### DIRECTIONS FOR THIS TASK:
Repeat what the lines below say, word for word, and skip every image.

### DATASET EXTRACT:

+++

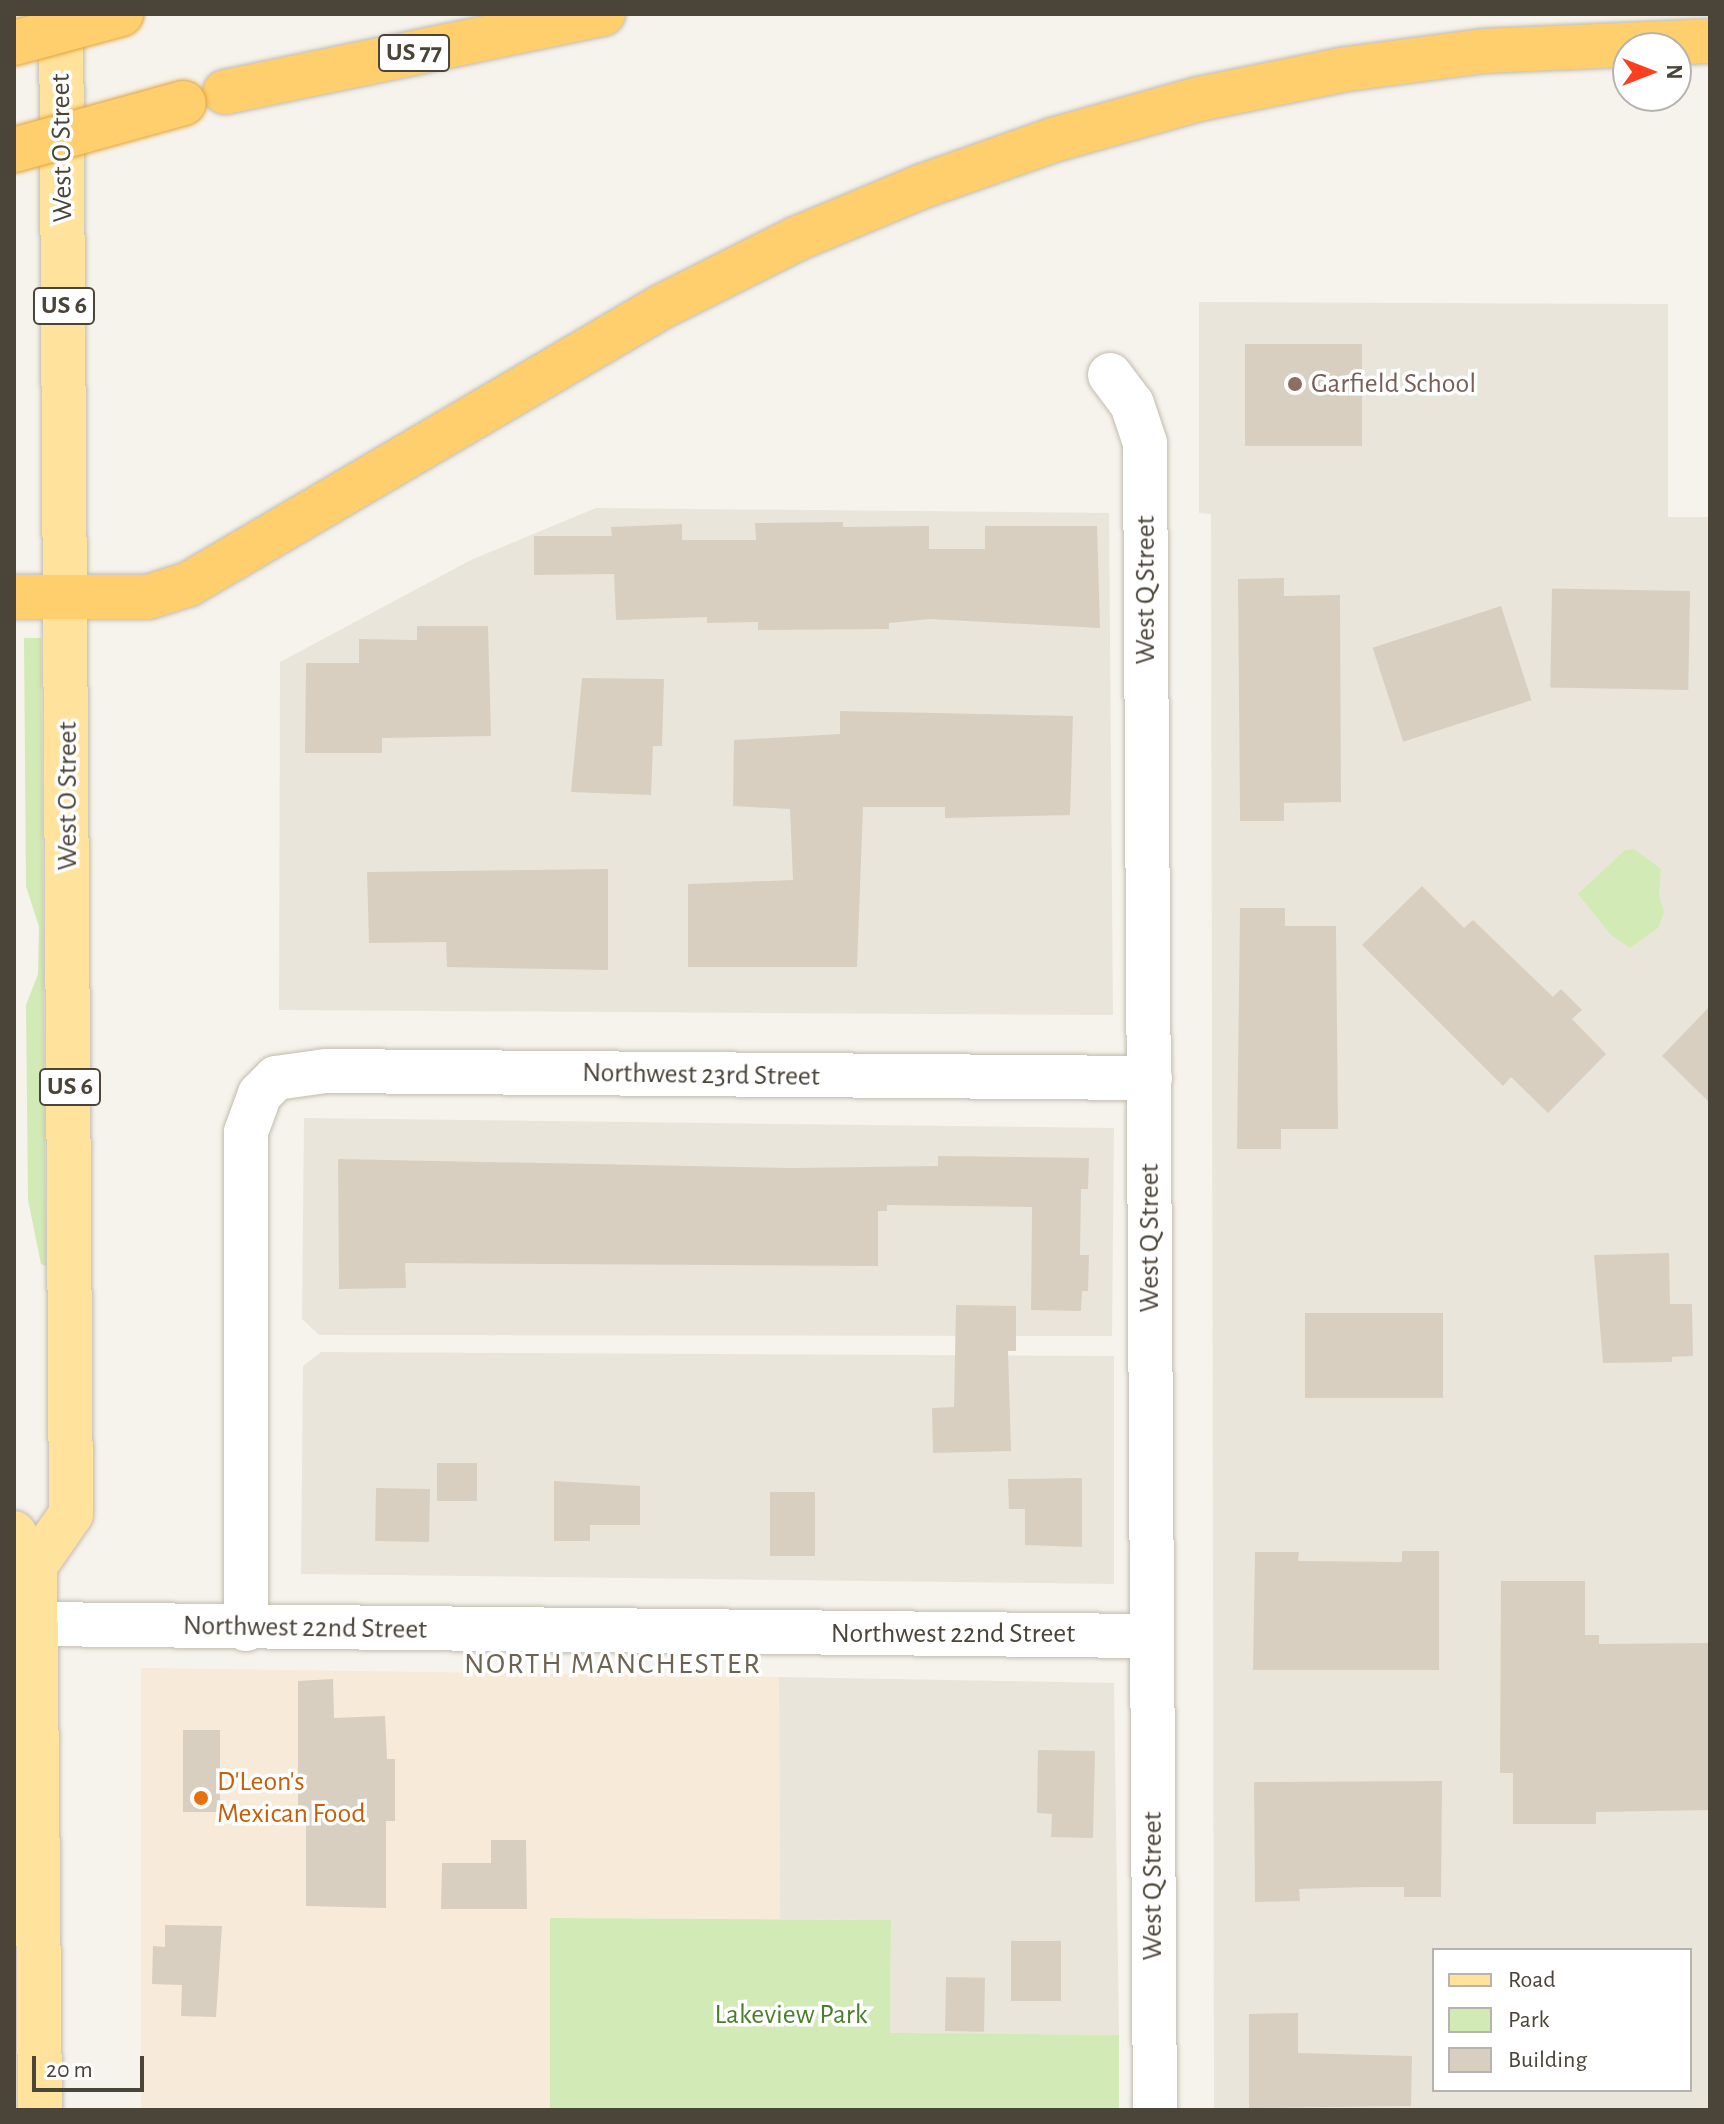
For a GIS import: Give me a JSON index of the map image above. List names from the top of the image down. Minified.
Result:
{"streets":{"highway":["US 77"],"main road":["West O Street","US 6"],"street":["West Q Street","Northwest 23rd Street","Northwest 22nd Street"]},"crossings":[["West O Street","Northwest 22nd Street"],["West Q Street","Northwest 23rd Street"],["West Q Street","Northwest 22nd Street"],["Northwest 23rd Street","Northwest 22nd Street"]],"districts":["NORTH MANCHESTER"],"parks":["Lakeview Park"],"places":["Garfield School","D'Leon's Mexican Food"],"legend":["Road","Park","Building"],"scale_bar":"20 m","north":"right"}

+++

### TASK SOLUTION:
For a GIS import: Give me a JSON index of the map image above. List names from the top of the image down. Minified.
Result:
{"streets":{"highway":["US 77"],"main road":["West O Street","US 6"],"street":["West Q Street","Northwest 23rd Street","Northwest 22nd Street"]},"crossings":[["West O Street","Northwest 22nd Street"],["West Q Street","Northwest 23rd Street"],["West Q Street","Northwest 22nd Street"],["Northwest 23rd Street","Northwest 22nd Street"]],"districts":["NORTH MANCHESTER"],"parks":["Lakeview Park"],"places":["Garfield School","D'Leon's Mexican Food"],"legend":["Road","Park","Building"],"scale_bar":"20 m","north":"right"}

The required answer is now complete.